I’m delighted that Alicia Searcy from Spashionista has graciously consented to contribute to this series of travel-related posts. I asked her to share her experience and wisdom about travel logistics with physical disabilities, and she’s offered some great information and resources here. She’s been covering Nashville Fashion Week on her blog, so please do go visit!
Travel and all of its logistics require thorough research and planning if you have a disability. Physical and sensory limitations, especially those that require adaptive equipment or special accommodations are best not left to chance. As romantic as the idea of a spontaneous journey may be making arrangements ahead of time will give you peace of mind and eliminate the stress of uncertainty.
Here are a few things to consider if you’re a physically disabled traveler, whether you’re going across town or halfway around the world.

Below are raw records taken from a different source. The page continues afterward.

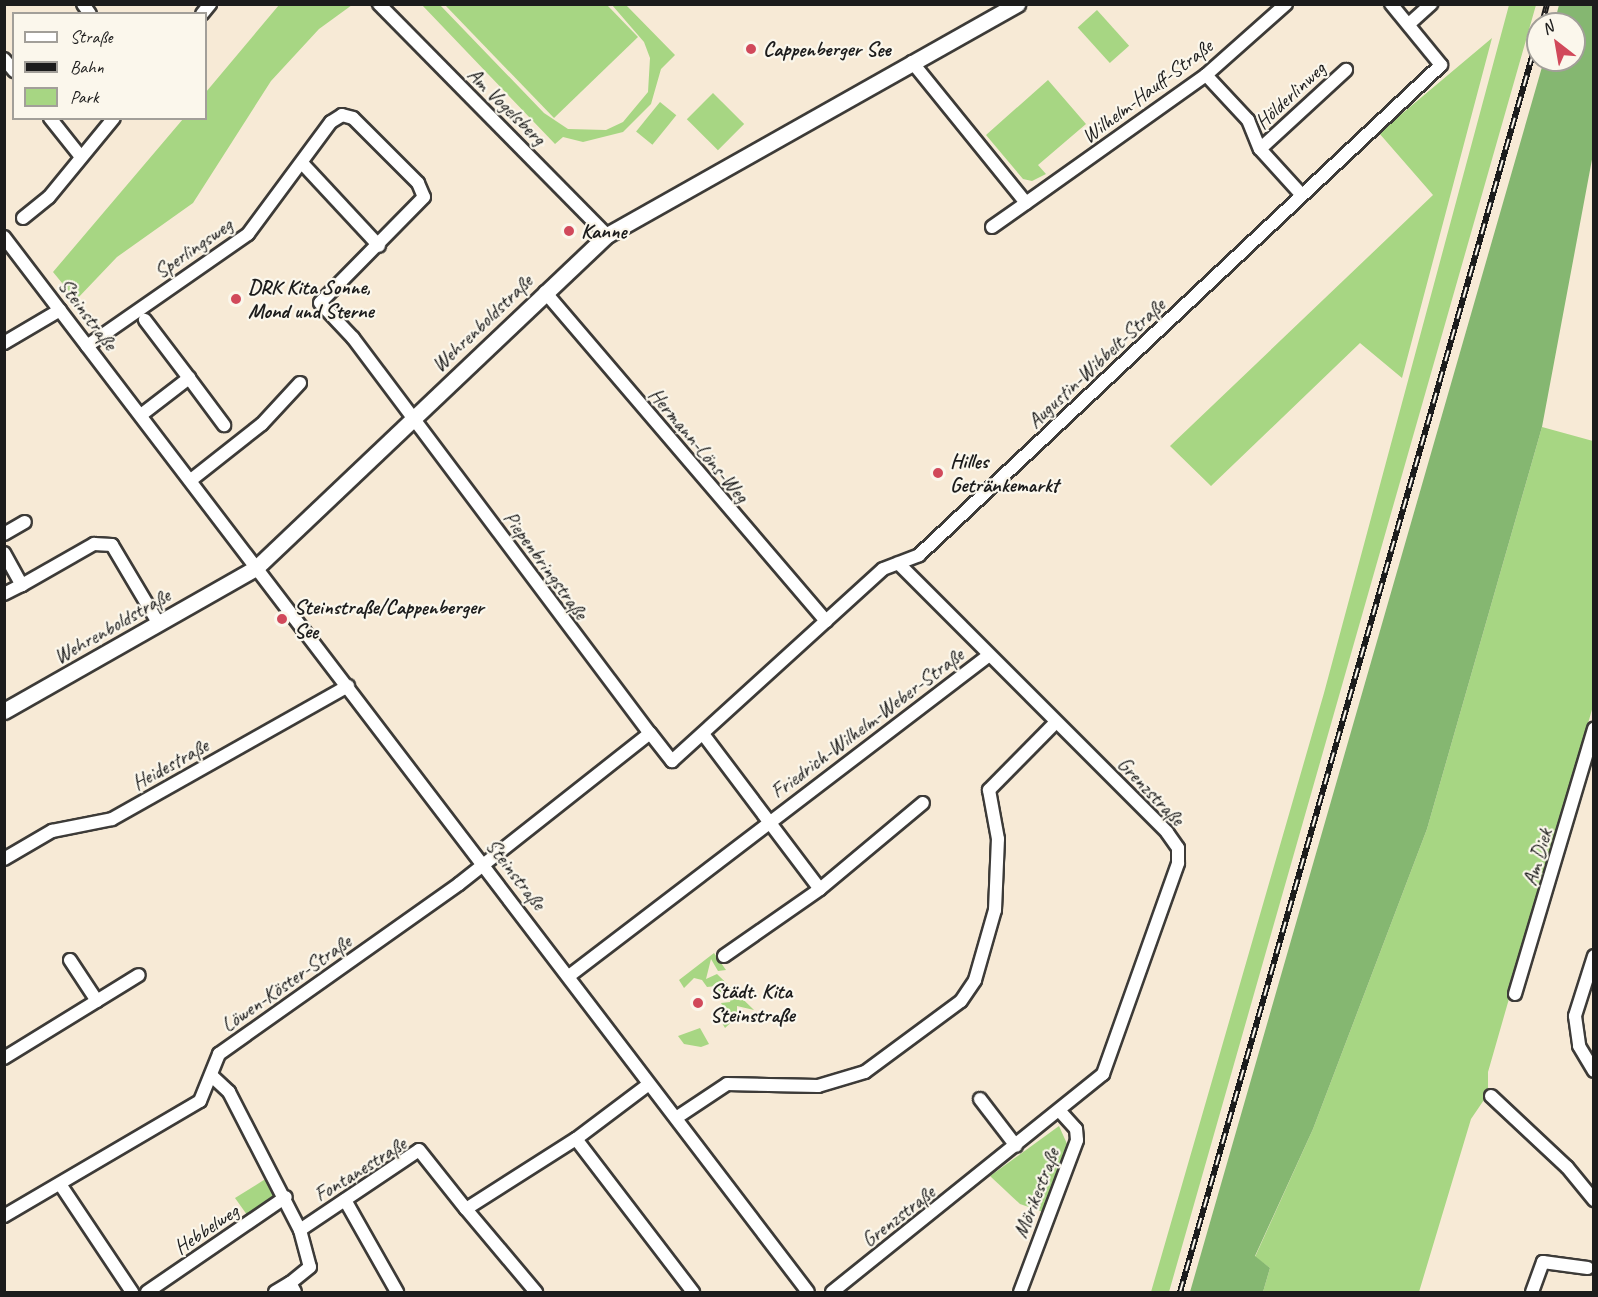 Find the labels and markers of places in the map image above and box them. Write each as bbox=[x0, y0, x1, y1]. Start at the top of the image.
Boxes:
place label: Cappenberger See bbox=[763, 36, 890, 62]
marker: Cappenberger See bbox=[744, 42, 758, 56]
place label: Kanne bbox=[581, 218, 626, 244]
marker: Kanne bbox=[562, 224, 576, 238]
place label: DRK Kita Sonne, Mond und Sterne bbox=[248, 274, 374, 324]
marker: DRK Kita Sonne, Mond und Sterne bbox=[229, 292, 243, 306]
place label: Hilles Getränkemarkt bbox=[950, 448, 1059, 498]
marker: Hilles Getränkemarkt bbox=[931, 466, 945, 480]
place label: Steinstraße/Cappenberger See bbox=[294, 594, 484, 644]
marker: Steinstraße/Cappenberger See bbox=[275, 612, 289, 626]
place label: Städt. Kita Steinstraße bbox=[710, 978, 795, 1028]
marker: Städt. Kita Steinstraße bbox=[691, 996, 705, 1010]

- Budgeting Your Time and Money: How early do you need to arrive at your transportation site? How much is it going to cost you to get where you’re going, secure a comfortable, accessible place to stay, and maneuver your itinerary? Don’t forget to factor in the cost of meals (especially if you have dietary restrictions), transportation to points of interest, and any supplies related to your disability that are easier to purchase after you arrive than they are to transport.
Remember to arrive at the airport, train, or bus station early enough to go through security and pre-boarding, and allow extra time if you’re in an electric chair. If you’re flying TSA suggests you arrange for a Passenger Support Specialist at least 72 hours prior to departure. Amtrak offers a 15% discount for disabled travelers with documentation. Some hotel rooms come with mini-bars and microwaves which allow you to store and prepare your own meals.
- Lodging: What kind of accommodations do you need?
Travelocity can search for hotel rooms based on a variety of accessible criteria, including accessibility for the hearing impaired, accessible bathroom – with or without roll-in-shower, in-room accessibility, braille signage, and accessible path of travel. It’s best to be certain that your accessibility needs will be met, even if it means calling or e-mailing a prospective hotel to answer any questions you may have. If you’re travelling outside the US you’ll need to ask for adapted accommodations.
- Navigating Towns and Venues: How are you going to get from your hotel to the places you want to visit? How do you know if a venue is accessible?
If you’re unable to drive Google the town or city you’re visiting for detailed information on accessible bus routes, trains, and taxis. You’ll also find ridesharing services such as Uber and Lyft, which are less expensive than taxis, although not available everywhere. Be warned that they will only transport manual wheelchairs that can be broken down or folded to fit in the vehicle. They aren’t 100% reliable, either. I have a friend with Cerebral Palsy who was left stranded by an Uber driver when he refused to load her chair into his car.
Yelp often has information about any given establishment’s accessibility. There is also an app called AXSMap that only rates and reviews a venue’s handicapped accommodations. If all else fails, try the venue in question’s website and be prepared to call and ask. The front desk and concierge at your hotel is also a wealth of information about the local resources and attractions available to you.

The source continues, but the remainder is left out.